NTrainer System™ employs an electronic pacifier to assess and then improve a newborn baby’s essential oromotor skills, such as sucking and pre-feeding skills.

Suggested Uses

For use in neonatal intensive care units (NICUs), pediatric units, and by developmental speech physiologists. A home-based version could be developed for use by parents around the world.

Advantages

Non-invasive, objective, rapid, pleasurable stimulation of a orofacial mechanisms to promote development of essential skills for newborns. Additional features include data acquisition, stimulus control, database, and analysis software.

Innovation Details
 

Detailed Description

The brain of typically developing fetuses includes an organized set of neurons in the brainstem and cortex that are involved in the production of centrally patterned rhythmic motor behaviors. This type of neural circuit is known as a central pattern generator (CPG). One such rhythmic behavior controlled by a CPG is the suck. Under normal circumstances, the human infant is pecocial for suck, meaning it is a motor behavior that is well established in utero and functional at birth. This is logical since a good suck CPG is needed in order for the baby to thrive and develop following birth. Unfortunately, many babies born prematurely exhibit grossly disorganized suck and this leads to medical complications and failure to thrive and develop. There seem to be other ramifications as well concerning the baby's overall sensorimotor development, perceptual capacity, and even delays in higher cognitive function including speech, language, and other processing skills. Another feature of CPG's is that many are modulated by sensory stimulation, either as a result of the motor behavior itself, or by an external stimulus which can be used to "trigger" and regulate the rate and phase of the suck pattern. The NTrainer System™ utilizes these neurophysiologic principles of sensormotor entrainment of CPG's to drive the human suck pattern. Premies and infants with oromotor dysfunction are given entrainment "experiences" a few times each day. The pleasurable and preferred patterns of somatosensory experience generated by the NTrainer System™ produces volleys of synchronous afferent activity along the sensory pathways which are part of the suck CPG. This somatosensory experience has been shown to modulate the baby's suck pattern, essentially phase-locking their motor output to match the NTrainer System™'s synthetic suck signal. In essence, the baby's suck becomes more highly organized and functional. From the neurophysiologic literature on brain plasticity, it has been shown that neurons which fire together (synchronously as is the case during entrainment) will wire together.

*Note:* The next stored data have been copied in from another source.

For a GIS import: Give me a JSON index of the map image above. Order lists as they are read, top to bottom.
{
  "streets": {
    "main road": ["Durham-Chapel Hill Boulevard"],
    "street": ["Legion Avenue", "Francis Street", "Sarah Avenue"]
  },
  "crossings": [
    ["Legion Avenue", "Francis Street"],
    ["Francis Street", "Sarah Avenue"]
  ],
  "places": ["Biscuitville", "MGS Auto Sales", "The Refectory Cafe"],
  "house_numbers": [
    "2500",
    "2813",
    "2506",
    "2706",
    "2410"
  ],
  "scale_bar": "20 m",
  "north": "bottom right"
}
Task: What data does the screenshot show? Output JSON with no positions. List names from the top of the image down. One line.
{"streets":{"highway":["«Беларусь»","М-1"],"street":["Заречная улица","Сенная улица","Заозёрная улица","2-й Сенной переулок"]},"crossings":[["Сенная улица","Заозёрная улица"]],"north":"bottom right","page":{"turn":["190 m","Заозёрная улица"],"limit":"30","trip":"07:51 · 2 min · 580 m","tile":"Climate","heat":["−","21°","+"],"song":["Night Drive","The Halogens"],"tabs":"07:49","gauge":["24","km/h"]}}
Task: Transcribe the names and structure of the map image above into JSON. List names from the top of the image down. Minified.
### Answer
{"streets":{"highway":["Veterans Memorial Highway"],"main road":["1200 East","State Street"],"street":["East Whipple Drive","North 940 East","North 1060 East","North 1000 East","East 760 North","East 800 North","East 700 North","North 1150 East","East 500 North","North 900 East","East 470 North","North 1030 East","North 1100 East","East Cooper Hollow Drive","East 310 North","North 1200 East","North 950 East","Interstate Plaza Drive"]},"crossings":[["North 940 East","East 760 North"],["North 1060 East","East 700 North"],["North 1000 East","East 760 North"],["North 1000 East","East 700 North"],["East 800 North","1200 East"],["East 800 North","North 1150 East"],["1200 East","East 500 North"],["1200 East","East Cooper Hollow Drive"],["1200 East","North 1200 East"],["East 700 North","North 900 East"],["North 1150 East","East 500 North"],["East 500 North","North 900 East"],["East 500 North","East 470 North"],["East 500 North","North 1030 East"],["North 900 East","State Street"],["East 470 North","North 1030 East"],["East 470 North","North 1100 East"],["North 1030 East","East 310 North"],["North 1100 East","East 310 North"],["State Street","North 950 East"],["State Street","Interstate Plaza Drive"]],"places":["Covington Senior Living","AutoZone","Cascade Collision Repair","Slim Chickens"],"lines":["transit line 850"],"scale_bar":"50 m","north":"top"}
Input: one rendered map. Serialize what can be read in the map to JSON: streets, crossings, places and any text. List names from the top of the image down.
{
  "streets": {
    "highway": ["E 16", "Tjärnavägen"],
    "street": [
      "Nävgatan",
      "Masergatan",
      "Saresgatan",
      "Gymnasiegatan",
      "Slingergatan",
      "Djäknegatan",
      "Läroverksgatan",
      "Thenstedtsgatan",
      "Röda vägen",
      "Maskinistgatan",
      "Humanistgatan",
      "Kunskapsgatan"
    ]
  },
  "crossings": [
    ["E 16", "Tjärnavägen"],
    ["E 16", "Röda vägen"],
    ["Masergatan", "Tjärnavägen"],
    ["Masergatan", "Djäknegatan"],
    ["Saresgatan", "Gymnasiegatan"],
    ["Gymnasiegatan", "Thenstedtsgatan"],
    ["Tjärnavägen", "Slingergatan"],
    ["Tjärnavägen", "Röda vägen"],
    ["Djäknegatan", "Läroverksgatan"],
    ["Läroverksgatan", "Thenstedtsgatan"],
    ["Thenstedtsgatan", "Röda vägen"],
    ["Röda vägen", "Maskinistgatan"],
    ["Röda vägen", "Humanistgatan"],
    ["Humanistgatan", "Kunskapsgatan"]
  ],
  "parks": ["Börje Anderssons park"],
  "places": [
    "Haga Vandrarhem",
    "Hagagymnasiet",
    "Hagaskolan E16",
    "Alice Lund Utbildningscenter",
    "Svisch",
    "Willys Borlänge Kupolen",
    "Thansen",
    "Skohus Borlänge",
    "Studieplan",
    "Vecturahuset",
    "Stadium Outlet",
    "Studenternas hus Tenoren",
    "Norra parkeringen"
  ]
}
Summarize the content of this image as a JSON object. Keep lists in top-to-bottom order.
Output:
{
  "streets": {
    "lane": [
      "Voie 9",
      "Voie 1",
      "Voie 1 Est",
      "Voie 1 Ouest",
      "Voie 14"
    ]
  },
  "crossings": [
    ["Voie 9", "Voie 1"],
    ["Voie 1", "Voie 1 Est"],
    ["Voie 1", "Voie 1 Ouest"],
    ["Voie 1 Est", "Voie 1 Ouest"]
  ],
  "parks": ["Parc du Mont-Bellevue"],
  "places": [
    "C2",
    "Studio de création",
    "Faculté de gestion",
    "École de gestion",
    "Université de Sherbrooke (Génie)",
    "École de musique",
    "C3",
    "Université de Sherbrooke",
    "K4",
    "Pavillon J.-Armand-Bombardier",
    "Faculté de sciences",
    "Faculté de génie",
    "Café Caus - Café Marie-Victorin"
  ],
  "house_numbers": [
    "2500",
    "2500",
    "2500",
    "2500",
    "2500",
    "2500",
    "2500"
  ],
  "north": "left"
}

Thus, the NTrainer System™ represents a new neurotherapeutic tool for increasing the probability of functional oromotor behavioral, improvement in the mapping of perception-action subsystems in the developing brain, and likely positive impact on later occurring cognitive development.

File Number: 2004 FY 23 

Other Information: *State of Development* Under development for implementation at two regional neonatal intensive care units in Kansas as part of an ongoing NIH research grant focused on sensorimotor development of the orofacial system in human neonates at risk for intraventricular stroke, respiratory distress syndrome, and typically developing babies. KC BioMediX has licensed the technology and is planning additional clinical studies in 2008.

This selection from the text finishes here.